Will This Year Be the Tipping Point for Mobile Banking?

I guess that depends on who you ask, and how you define “tipping point”.

I read a report today suggesting that 2008 May Be the Tipping Point for Mobile Banking. The article focuses on research conducted by the Tower Group and brings up some interesting points about mobile banking, those likely to use it, and the technology that supports it.


But I’m not convinced that mobile banking will “move into the mainstream” this year as the article suggests. And even if it does enter the mainstream spotlight and increase awareness, I doubt that will translate into mainstream adoption by both institutions and customers.

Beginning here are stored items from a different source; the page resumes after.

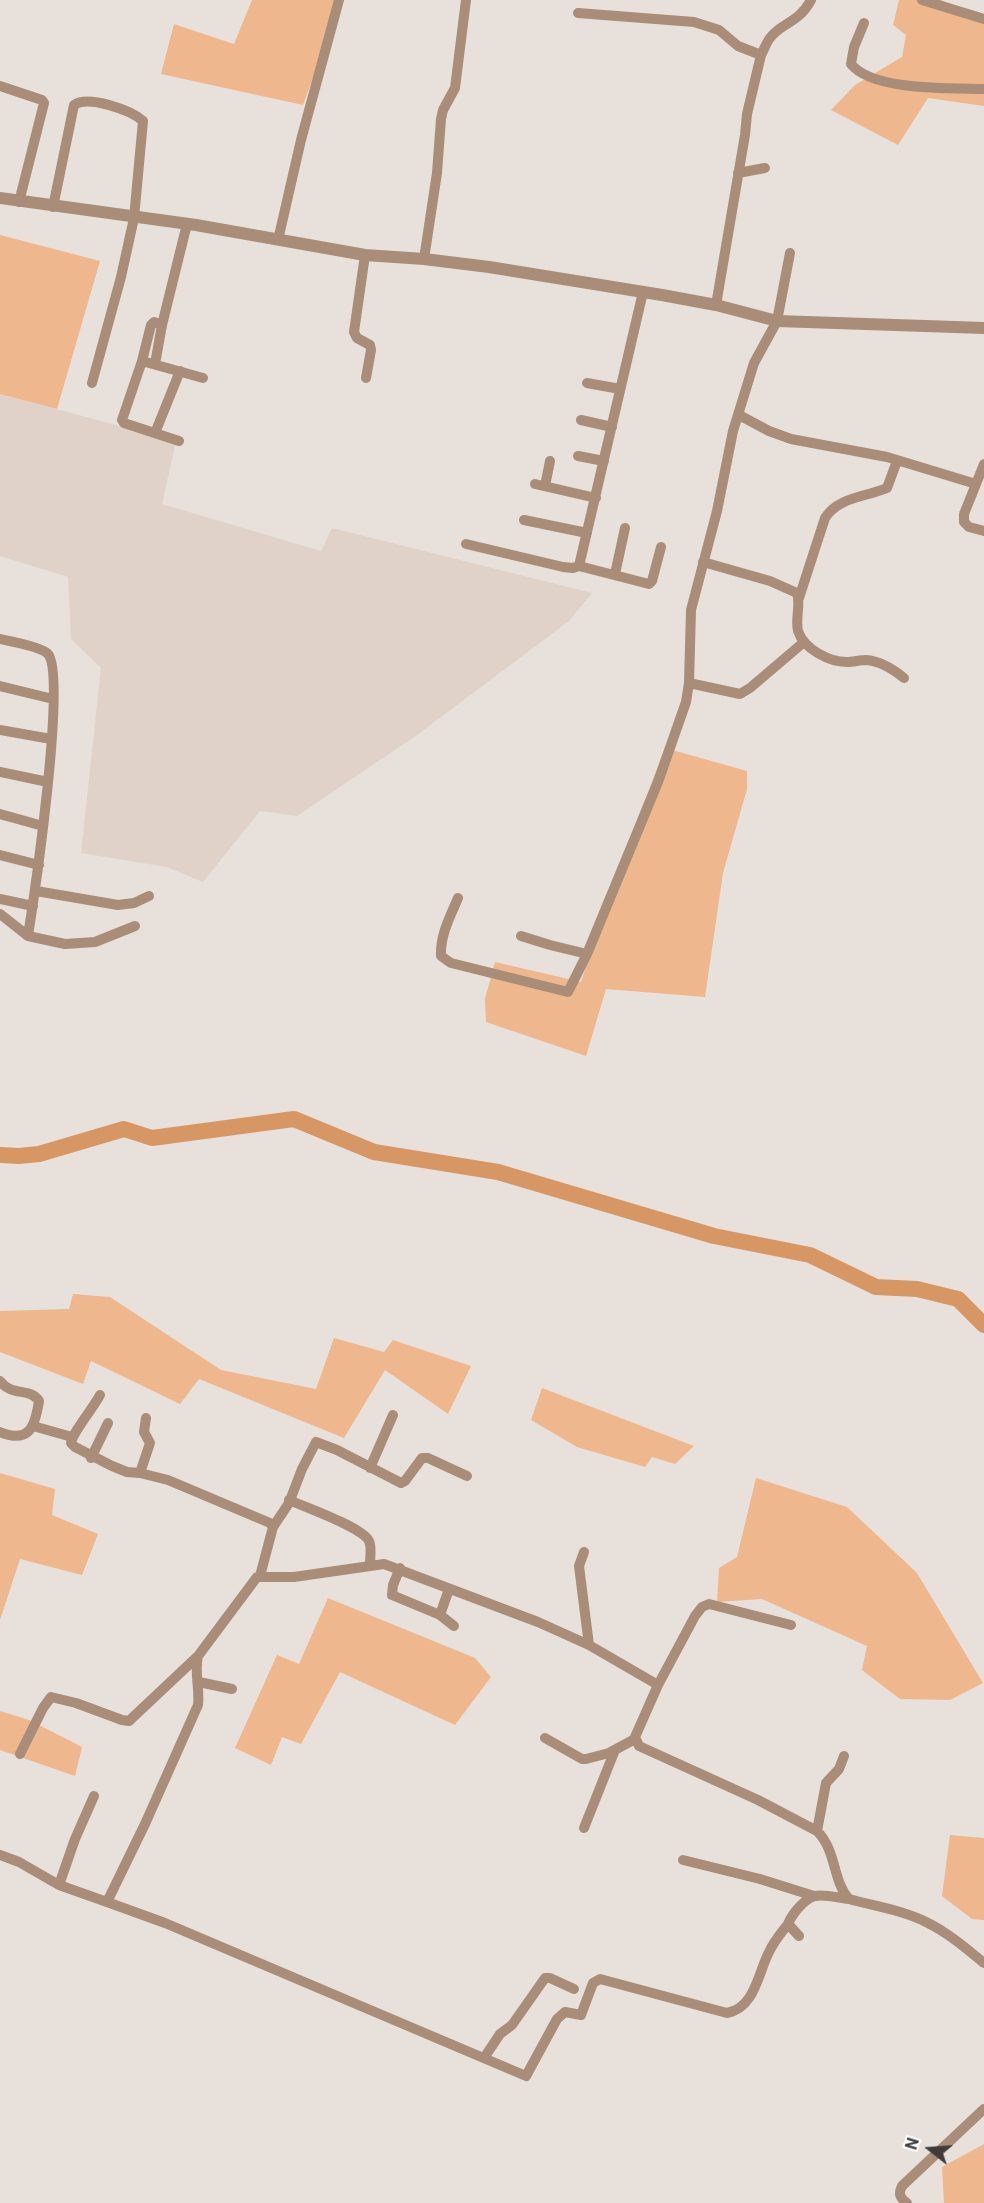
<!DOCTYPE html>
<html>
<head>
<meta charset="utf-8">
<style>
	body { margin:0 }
	#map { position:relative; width:984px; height:2203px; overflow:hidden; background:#e8e0db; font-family:Roboto,sans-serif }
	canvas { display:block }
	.north { position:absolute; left:900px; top:2119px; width:60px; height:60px; -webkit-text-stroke:4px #fff; paint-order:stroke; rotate:287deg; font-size:16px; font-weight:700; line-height:24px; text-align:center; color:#3e3b39 }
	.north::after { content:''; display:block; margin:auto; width:21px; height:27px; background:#3e3b39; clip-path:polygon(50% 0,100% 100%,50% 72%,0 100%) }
</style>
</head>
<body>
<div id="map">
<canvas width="984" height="2203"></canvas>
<div class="north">N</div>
</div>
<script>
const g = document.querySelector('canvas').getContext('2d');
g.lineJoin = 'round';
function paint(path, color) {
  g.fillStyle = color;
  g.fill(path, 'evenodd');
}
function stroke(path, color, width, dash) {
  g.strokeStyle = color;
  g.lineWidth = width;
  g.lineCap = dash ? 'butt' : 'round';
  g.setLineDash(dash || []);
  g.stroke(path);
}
paint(new Path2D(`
	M0,394L176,441L162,504L321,551L332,528L592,593L569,621L417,735L297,816L260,811L203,882L167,867L81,853L101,668L71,639L68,577L0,556Z`), '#e0d2c8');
paint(new Path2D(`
	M252,0H336L329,33L303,105L161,74L174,24L234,44Z
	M899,0H941L984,20V106L928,98L898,145L831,110L855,85L902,57L906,35L893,25Z
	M0,235L100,261L57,409L0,394Z
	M665,748L747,771V789L723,873L705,997L606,989L586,1056L486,1022L485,999L495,962L581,982L621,861Z
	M73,1294L110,1297L221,1370L316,1389L334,1338L384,1352L393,1340L471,1366L448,1414L385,1370L344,1438L199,1379L180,1404L91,1361L83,1384L0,1352V1311L69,1309Z
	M542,1388L694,1446L675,1464L652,1457L645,1467L577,1447L531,1420Z
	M0,1473L55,1489L52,1515L98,1534L82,1575L20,1559L0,1620Z
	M756,1478L847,1507L917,1573L983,1683L950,1700L900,1699L862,1670L867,1646L762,1599L717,1602L719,1568L737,1557Z
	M328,1598L475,1658L491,1677L455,1725L340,1672L301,1744L282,1737L271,1765L235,1748L277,1655L299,1664Z
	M0,1711L29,1720L82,1747L75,1776L0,1750Z
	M950,1835L984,1838V1920L972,1919L942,1896Z
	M984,2144V2203H944L942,2167Z`), '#eeb78d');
stroke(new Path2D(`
	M0,1155L19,1156L39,1154L124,1129L152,1138L294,1119L374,1152L498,1172L714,1236L810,1255L876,1287L917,1289L958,1299L984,1325`), '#d79764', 16);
stroke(new Path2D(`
	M922,0L984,19
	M578,13L694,22L719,30L738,46L761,55L747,114L745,135L716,305
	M864,23L854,47L851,64C872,91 951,88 984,89
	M761,55C764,50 766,43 770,38C782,22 798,24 811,0
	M0,86L42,100L44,103L19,202
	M738,173L765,168
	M53,207L74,105C88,95 131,110 143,121L134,218L121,277L92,383
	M278,240L301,140L339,0
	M365,255L354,332L357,338L370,345L371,350L366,378
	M424,259L437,173L441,119L443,110L455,88L466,0
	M142,361L203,378
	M155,364L162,325
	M587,383L620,389
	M739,415L769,431L791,439L887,457L976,484
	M581,420L612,427
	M155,433L180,371
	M179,441L124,423L122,420L142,361L151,325L154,322L162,325L187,224
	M578,456L604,461
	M984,464L964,514V522L969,527L984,531
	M535,484L596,498
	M545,486L550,461
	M524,520L587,533
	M466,544L563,567L573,568L579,566L643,292
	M703,562L770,581L797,593C801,605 795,618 798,631C804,649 829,662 847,662C853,662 860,660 866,660C881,661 893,669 904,678
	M579,566L649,584L652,581L661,547
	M615,574L625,528
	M799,598L825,518C838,497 866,497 887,488L897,461
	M0,639C10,641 42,647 48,654C67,675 34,898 28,936
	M689,683L740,694L750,688L804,642
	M0,686L53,699
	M0,730L51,739
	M0,772L48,782
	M0,814L43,826
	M0,855L39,865
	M36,891L118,905L134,903L149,896
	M458,898C450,917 440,935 441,956L451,963L568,992L587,954
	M0,899L33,906
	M0,914L28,936L65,944L95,942L135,926
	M521,936L550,945L587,954L658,782L686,702L689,683L691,610L717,511L733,431L754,363L777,321L790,253
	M0,1381C12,1397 30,1387 39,1401C35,1427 29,1444 0,1432
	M100,1395C94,1407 72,1433 71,1443L75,1447L112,1466L127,1472L140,1473L168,1480L270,1523L273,1527L260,1576
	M33,1426L72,1437
	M91,1458L108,1423
	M370,1468L393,1415
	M140,1473L150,1443L144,1432L146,1418
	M289,1500C305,1507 362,1527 369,1541C372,1547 370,1557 370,1564
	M273,1527L289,1503L302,1469L316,1442L337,1450L401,1483L405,1481L422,1458H428L467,1476
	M584,1552L579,1566L589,1645
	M400,1568L393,1585L392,1595L440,1615
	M449,1589L440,1615L454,1626
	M199,1682L232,1689
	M658,1685L695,1616L702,1607L709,1604L791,1625
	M545,1738L582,1759H586L609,1753L635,1739
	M20,1754L43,1708L51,1697L76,1703L122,1720L129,1721L198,1656
	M584,1828L615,1750
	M817,1831L826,1783L839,1769L844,1756
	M0,1855L19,1862L59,1885L107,1902L145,1824L198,1705C200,1689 194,1672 198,1656L257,1577H294L384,1564L538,1622L589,1645L658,1685L635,1737L639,1746L758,1800L817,1831C837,1851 832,1880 849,1899C874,1906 902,1910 926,1922C947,1932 966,1948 984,1963
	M683,1860L760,1879L814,1896
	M59,1885L75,1839L94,1796
	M107,1902L165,1923L526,2076L557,2019L565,2012L581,2015L593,1983L600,1979L727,2013C755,2008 758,1973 769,1952C774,1941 781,1933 788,1924
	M799,1936L788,1924C792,1914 804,1899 815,1896C824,1894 839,1898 849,1899
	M484,2058L500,2034L512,2025L545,1978H550L574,1989
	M907,2203C900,2198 898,2194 902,2186L984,2109`), '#a98d78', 10);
stroke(new Path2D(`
	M0,198L196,225L365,255L424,259L489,267L662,295L716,305L777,321L984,328`), '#a98d78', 12);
</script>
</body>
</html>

Sure, I agree with Virginia Garcia, Research Director at Tower Group when she says “the downloads are faster, and the devices are better”, referring to cell phone technology that supports mobile banking. But what about preparation on the bank side? I’d be willing to bet that, while some institutions are planning to introduce mobile banking this year (these being the national and regional players that don’t currently offer it), many more haven’t taken that first step.

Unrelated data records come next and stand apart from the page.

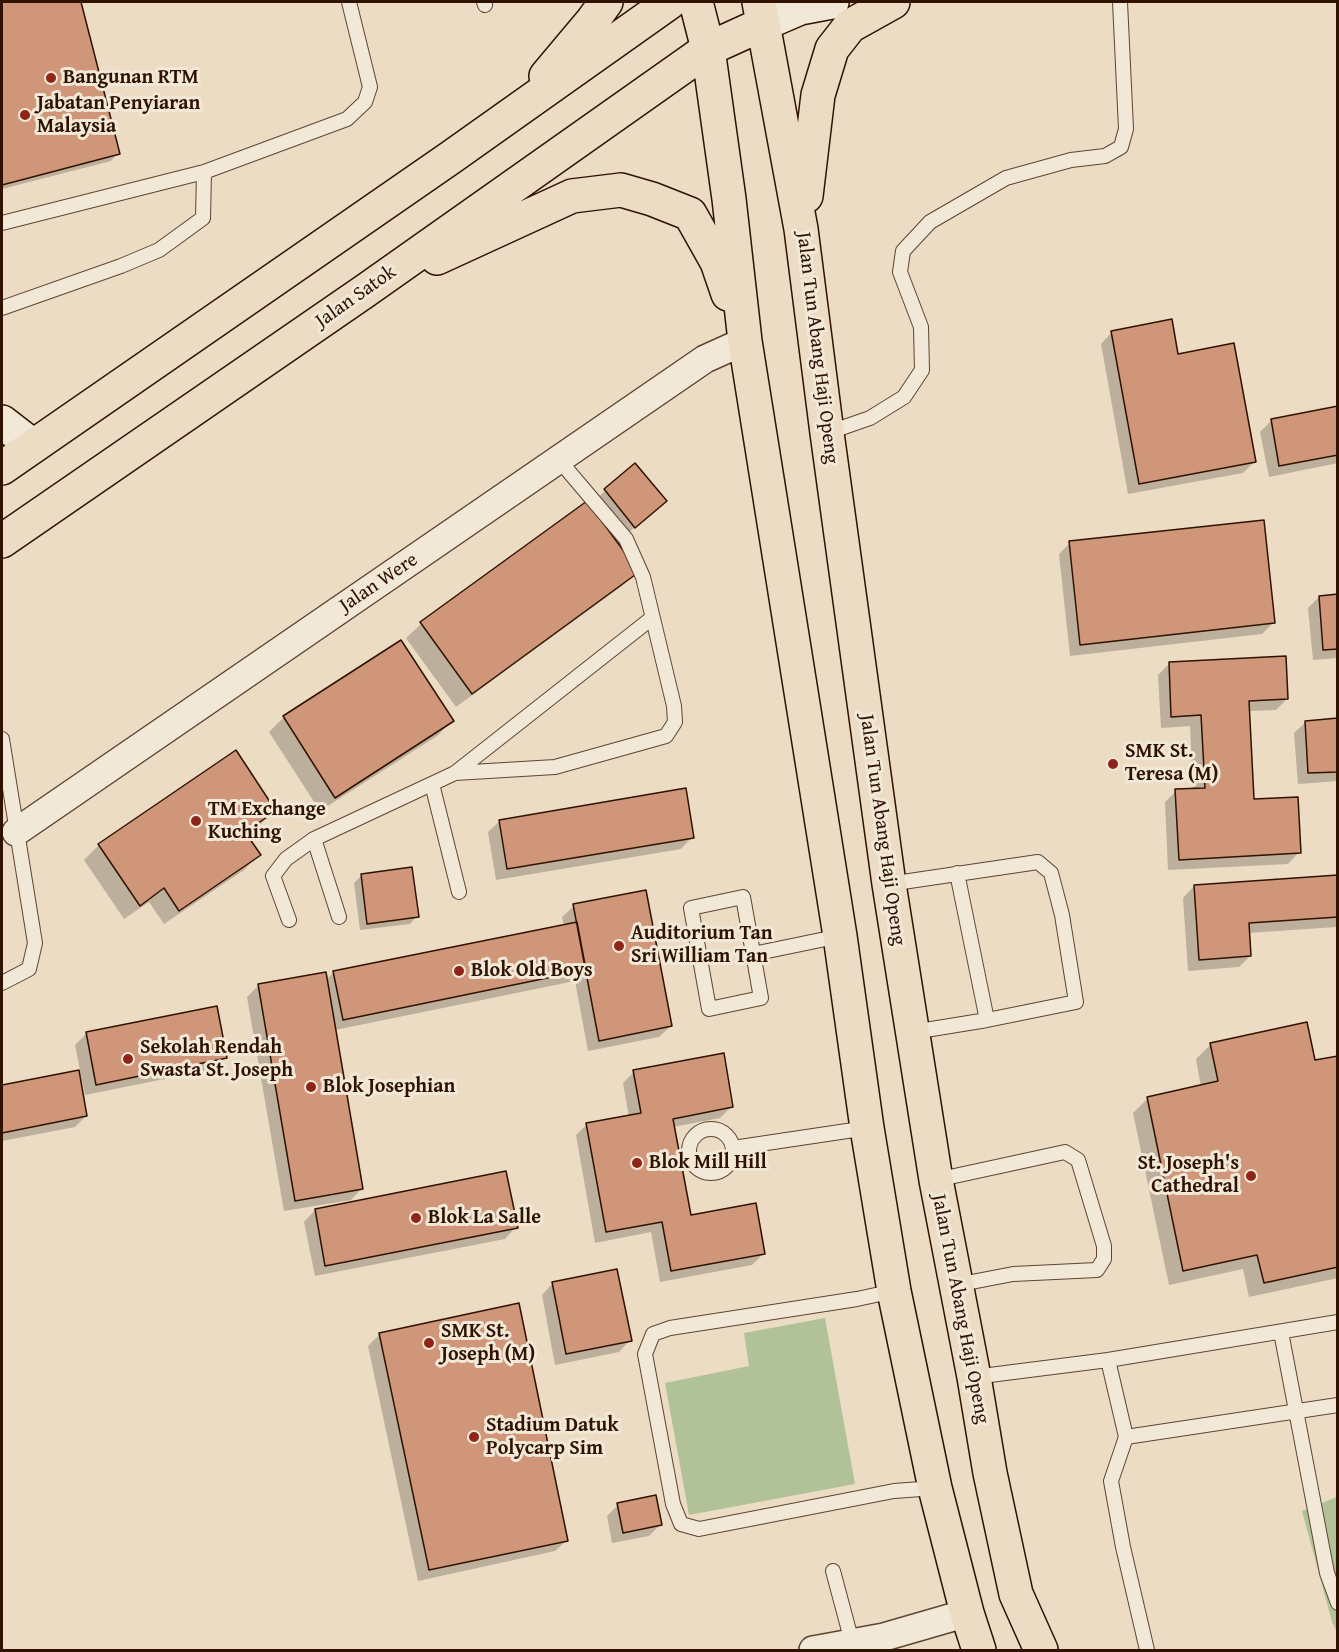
<!DOCTYPE html>
<style>
body{margin:0}
#map{position:relative;width:1339px;height:1652px;overflow:hidden;background:#ebdcc3;font-family:"Gentium Book Plus",serif}
canvas{display:block}
.frame{position:absolute;inset:0;border:3px solid #301201;pointer-events:none}
</style>
<div id="map">
<canvas width="1339" height="1652"></canvas>
<div class="frame"></div>
</div>
<script>
const ctx = document.querySelector('canvas').getContext('2d');
ctx.lineJoin = 'round';
function fillPath(path, color) { ctx.fillStyle = color; ctx.fill(path, 'evenodd'); }
function strokePath(path, color, width, dash) { ctx.strokeStyle = color; ctx.lineWidth = width; ctx.lineCap = dash ? 'butt' : 'round'; ctx.setLineDash(dash || []); ctx.stroke(path); }
function write(font, color, halo, rows, align = 'center') {
  ctx.font = font + ' "Gentium Book Plus",serif'; ctx.lineWidth = 6; ctx.setLineDash([]); ctx.textBaseline = 'middle'; ctx.strokeStyle = halo; ctx.fillStyle = color; for (const [text, x, y, turn = 0] of rows) {
    ctx.save(); ctx.translate(x, y); ctx.rotate((+turn || 0) * Math.PI / 180); ctx.textAlign = isNaN(turn) ? turn : align; if (halo) ctx.strokeText(text, 0, 0); ctx.fillText(text, 0, 0); ctx.restore();
  }
}
const green = new Path2D(`
 M825,1318L855,1484L689,1515L665,1383L749,1366L744,1333Z
 M1337,1497V1632L1332,1622L1302,1511Z`);
const shadow = new Path2D(`
 M2,2H79L118,153L111,161L2,189Z
 M1112,332L1177,356L1254,462L1243,473L1128,494L1101,344Z
 M1338,408V463L1269,477L1260,432L1271,421Z
 M635,465L657,508L627,534L597,498Z
 M586,503L637,572L622,586L456,707L406,638L421,624Z
 M1070,543L1273,623L1262,634L1070,656L1059,554Z
 M1338,595V658L1313,660L1308,608L1319,597Z
 M1169,664L1287,699L1276,710L1248,711L1253,801L1299,852L1288,864L1168,870L1165,802L1176,791L1193,790L1190,726L1161,728L1158,675Z
 M284,717L452,721L437,736L320,811L269,732Z
 M1338,720V781L1298,784L1294,733L1306,722Z
 M235,752L274,810L260,825L245,835L259,855L244,870L164,924L149,902L124,919L84,860L99,845Z
 M500,821L692,837L681,849L496,880L488,832Z
 M362,875L417,916L410,924L360,930L354,883Z
 M1338,876V925L1336,927L1248,933L1250,956L1239,967L1188,971L1183,898L1194,886Z
 M574,906L671,1026L659,1037L588,1051L575,981L335,1030L362,1188L351,1200L284,1211L247,997L258,986L326,980L334,972L564,926L562,917Z
 M87,1033L225,1058L214,1069L85,1095L75,1045Z
 M1211,1044L1314,1062L1338,1057V1278L1249,1297L1243,1269L1169,1285L1133,1113L1148,1098L1201,1087L1196,1059Z
 M78,1072L86,1116L75,1127L2,1141V1087Z
 M634,1072L732,1106L720,1118L673,1127L690,1217L764,1253L752,1265L660,1282L651,1232L595,1243L576,1135L587,1124L629,1117L623,1083Z
 M315,1210L516,1227L505,1239L315,1276L304,1222Z
 M553,1283L630,1340L619,1352L555,1365L542,1295Z
 M380,1334L567,1540L555,1551L418,1581L368,1346Z
 M618,1505L661,1524L649,1536L612,1543L607,1516Z`);
const building = new Path2D(`
 M2,2H81L120,154L2,185Z
 M1172,319L1178,354L1234,343L1256,462L1139,484L1111,331Z
 M1338,406V455L1279,466L1271,419Z
 M635,463L667,501L635,528L604,489Z
 M587,501L639,572L472,694L420,622Z
 M1264,520L1275,623L1080,645L1069,541Z
 M1338,594V649L1323,650L1319,596Z
 M401,640L454,721L335,798L283,716Z
 M1286,656L1288,699L1249,701L1254,799L1298,797L1301,853L1179,860L1175,789L1205,788L1201,715L1171,717L1169,662Z
 M1338,718V772L1308,773L1305,721Z
 M236,750L276,811L245,832L261,855L179,911L164,888L140,906L98,844Z
 M686,788L694,838L507,869L499,820Z
 M412,867L419,917L367,924L361,874Z
 M1338,875V917L1249,923L1251,956L1199,960L1194,885Z
 M646,890L672,1026L599,1041L573,904Z
 M577,922L586,970L343,1020L333,971Z
 M326,972L363,1189L295,1201L258,984Z
 M217,1006L227,1058L96,1085L86,1032Z
 M1307,1022L1315,1060L1338,1056V1267L1264,1283L1257,1255L1183,1271L1147,1097L1218,1081L1210,1043Z
 M724,1053L733,1107L673,1119L691,1215L756,1203L765,1254L671,1271L662,1222L606,1232L586,1123L641,1113L633,1070Z
 M79,1070L87,1116L2,1133V1085Z
 M506,1171L518,1228L325,1266L315,1209Z
 M617,1269L632,1341L566,1354L552,1282Z
 M519,1303L568,1541L429,1570L379,1333Z
 M656,1495L662,1525L623,1533L617,1503Z`);
const lane = new Path2D(`
 M484,2L485,5
 M2,223L204,172L347,119L365,102L370,87L349,2
 M2,308L121,266L159,250L203,218L204,172
 M827,433L870,418L904,397L922,370L921,327L900,272L903,251L930,222L1006,178L1071,160L1105,156L1121,147L1126,129L1120,2
 M2,739L35,943L29,969L2,983
 M455,773L652,618
 M432,784L459,892
 M314,839L339,917
 M957,873L987,1020
 M889,884L1038,862L1051,873L1062,915L1076,1002L987,1020L913,1032
 M743,897L761,998L709,1009L691,908Z
 M289,920L273,876L286,859L314,839L455,773L555,767L666,736L675,722L674,706L643,577L626,539L559,460
 M753,954L840,936
 M689 1151a22 22 0 1 1 44 0a22 22 0 1 1-44 0Z
 M733,1148L867,1128
 M936,1180L1065,1152L1078,1160L1104,1246V1259L1097,1270L1013,1274L956,1285
 M894,1291L857,1299L670,1328L653,1334L645,1354L673,1504L681,1524L699,1529L894,1491L935,1488
 M1281,1332L1327,1573L1338,1603
 M1108,1360L1126,1437L1111,1481L1123,1547L1147,1650
 M974,1377L1108,1360L1338,1322
 M1126,1437L1338,1405
 M833,1571L852,1642`);
const street = new Path2D(`
 M16,832L705,359L745,341
 M813,1650L884,1637L967,1613`);
const secondary = new Path2D(`
 M763,24L800,8L832,2
 M2,422L33,446`);
const primary = new Path2D(`
 M696,2L708,49L729,199L745,341L840,936L867,1128L894,1291L935,1488L967,1613L979,1650
 M759,2L801,229L827,433L889,884L936,1180L974,1377L990,1473L1016,1594L1041,1650
 M546,76L593,20L606,2
 M806,196L818,95L832,49L850,26L893,2
 M437,258L572,196L621,190L652,199L690,214L717,262L728,294
 M2,468L450,158L670,2
 M2,541L365,291L708,49L763,24`);
const markers = [
 [51,78,6,"#8f2418"],
 [25,115,6,"#8f2418"],
 [1113,764,6,"#8f2418"],
 [196,821,6,"#8f2418"],
 [619,946,6,"#8f2418"],
 [459,971,6,"#8f2418"],
 [128,1059,6,"#8f2418"],
 [311,1087,6,"#8f2418"],
 [637,1163,6,"#8f2418"],
 [1251,1176,6,"#8f2418"],
 [416,1218,6,"#8f2418"],
 [429,1343,6,"#8f2418"],
 [474,1437,6,"#8f2418"]
];
const poiNames = [
 ["Bangunan RTM",63,78],
 ["Jabatan Penyiaran",37,104],
 ["Malaysia",37,127],
 ["SMK St.",1125,752],
 ["Teresa (M)",1125,775],
 ["TM Exchange",208,810],
 ["Kuching",208,833],
 ["Auditorium Tan",631,934],
 ["Sri William Tan",631,957],
 ["Blok Old Boys",471,971],
 ["Sekolah Rendah",140,1048],
 ["Swasta St. Joseph",140,1071],
 ["Blok Josephian",323,1087],
 ["Blok Mill Hill",649,1163],
 ["St. Joseph's",1239,1164,"right"],
 ["Cathedral",1239,1187,"right"],
 ["Blok La Salle",428,1218],
 ["SMK St.",441,1332],
 ["Joseph (M)",441,1355],
 ["Stadium Datuk",486,1426],
 ["Polycarp Sim",486,1449]
];
const streetNames = [
 ["Jalan Satok",356,297,-35],
 ["Jalan Tun Abang Haji Openg",817,348,83],
 ["Jalan Were",379,583,-34],
 ["Jalan Tun Abang Haji Openg",882,830,82],
 ["Jalan Tun Abang Haji Openg",960,1309,79]
];
fillPath(green, '#b2c298');
fillPath(shadow, '#0003');
fillPath(building, '#cf9679');
strokePath(building, '#301201', 1.5);
strokePath(lane, '#5f4432', 16);
strokePath(street, '#5f4432', 30);
strokePath(secondary, '#301201', 36);
strokePath(primary, '#301201', 36);
strokePath(lane, '#f2e8d8', 14);
strokePath(street, '#f2e8d8', 27);
strokePath(secondary, '#f2e8d8', 33);
strokePath(primary, '#ebdcc3', 33);
for (const [x, y, r, color] of markers) { const dot = new Path2D(); dot.arc(x, y, r, 0, 2 * Math.PI); ctx.fillStyle = color; ctx.fill(dot); strokePath(dot, '#f2e8d8', 2); }
write('bold 20px', '#301201', '#f2e8d8', poiNames, 'left');
write('20px', '#301201', '#f2e8d8', streetNames);
</script>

The article also quotes Garcia as saying "It's not necessarily for the mainstream customer base, but its going to grow as a factor in retaining and attracting new customers.” And, “As these bigger banks move into the regional markets, the smaller banks will have to develop technological platforms, such as mobile banking, to maintain parity and keep their customers…the competition is on a level playing field, forcing the smaller institutions to respond.”

I agree that mobile banking isn’t for the mainstream customer base. And, I also agree that smaller banks will need to take steps to stay competitive in terms of technology. But, I have a hard time thinking that mobile banking will play a significant factor in today’s institutions’ customer retention and acquisition strategies – or that banks and credit unions need to be worried about adding mobile banking to “keep their customers.”

And, even if the regional and national competition is on a level playing field offering mobile banking, the response by smaller institutions shouldn’t automatically be the addition of mobile banking just because the guy up the street is offering it.

Will mobile banking be offered by more institutions and used by more customers by the end of the year? Without a doubt.

Will 2008 be the tipping point for mobile banking? What do you think?